いや、まあ……妹と性交に及ぶような人と結婚しなくて良かったけど……。


 結婚の法的手続きは結婚式が終わってから行う予定だったため、私とカーティス様はまだ夫婦ではない。

それが不幸中の幸いと言えた。


「とりあえず、詳しいお話は別の部屋で行いましょう。

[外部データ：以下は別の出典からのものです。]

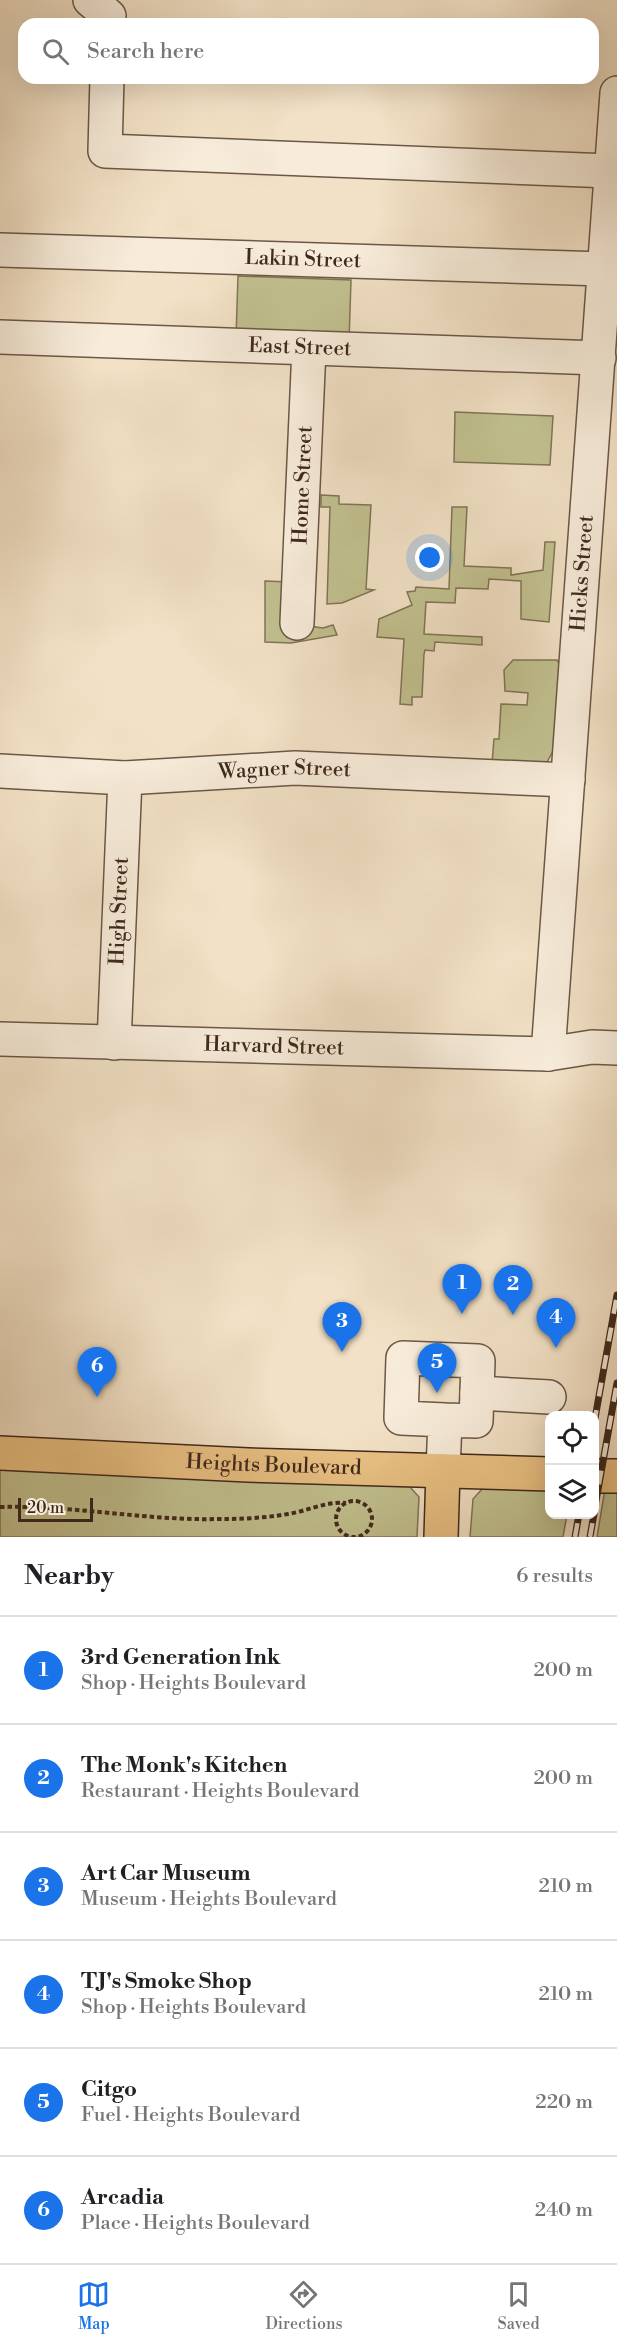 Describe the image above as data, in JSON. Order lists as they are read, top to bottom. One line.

もう結婚式という雰囲気ではありませんし……」


「当たり前よ!貴方みたいな芋女との結婚式なんて、中止に決まっているわ!」


「こ、こら!リナ!」


 私相手に生意気な態度を取るリナさんに、カーティス様もいよいよ焦ってきた様子。

見るからに頭の弱そうな彼女は完全に私を見下していた。


 一応リナさんと私は『王女』という同じ身分を持っているけど、立場は私の方が上よ?だって、カラミタ王国とエスポワール王国では規模が違うもの。

国土、文明、軍事力、魔法力、経済力などなど……全てにおいてエスポワール王国の方が上だった。

だから、同じ『王女』でも彼女より、私の方が偉い立場にあった。


 それすらも理解せず、私にキャンキャン吠えるものだから、困ってしまうわ。


 私は未だにキャンキャン吠える子犬……じゃなくて、リナさんを見て内心溜め息を零した。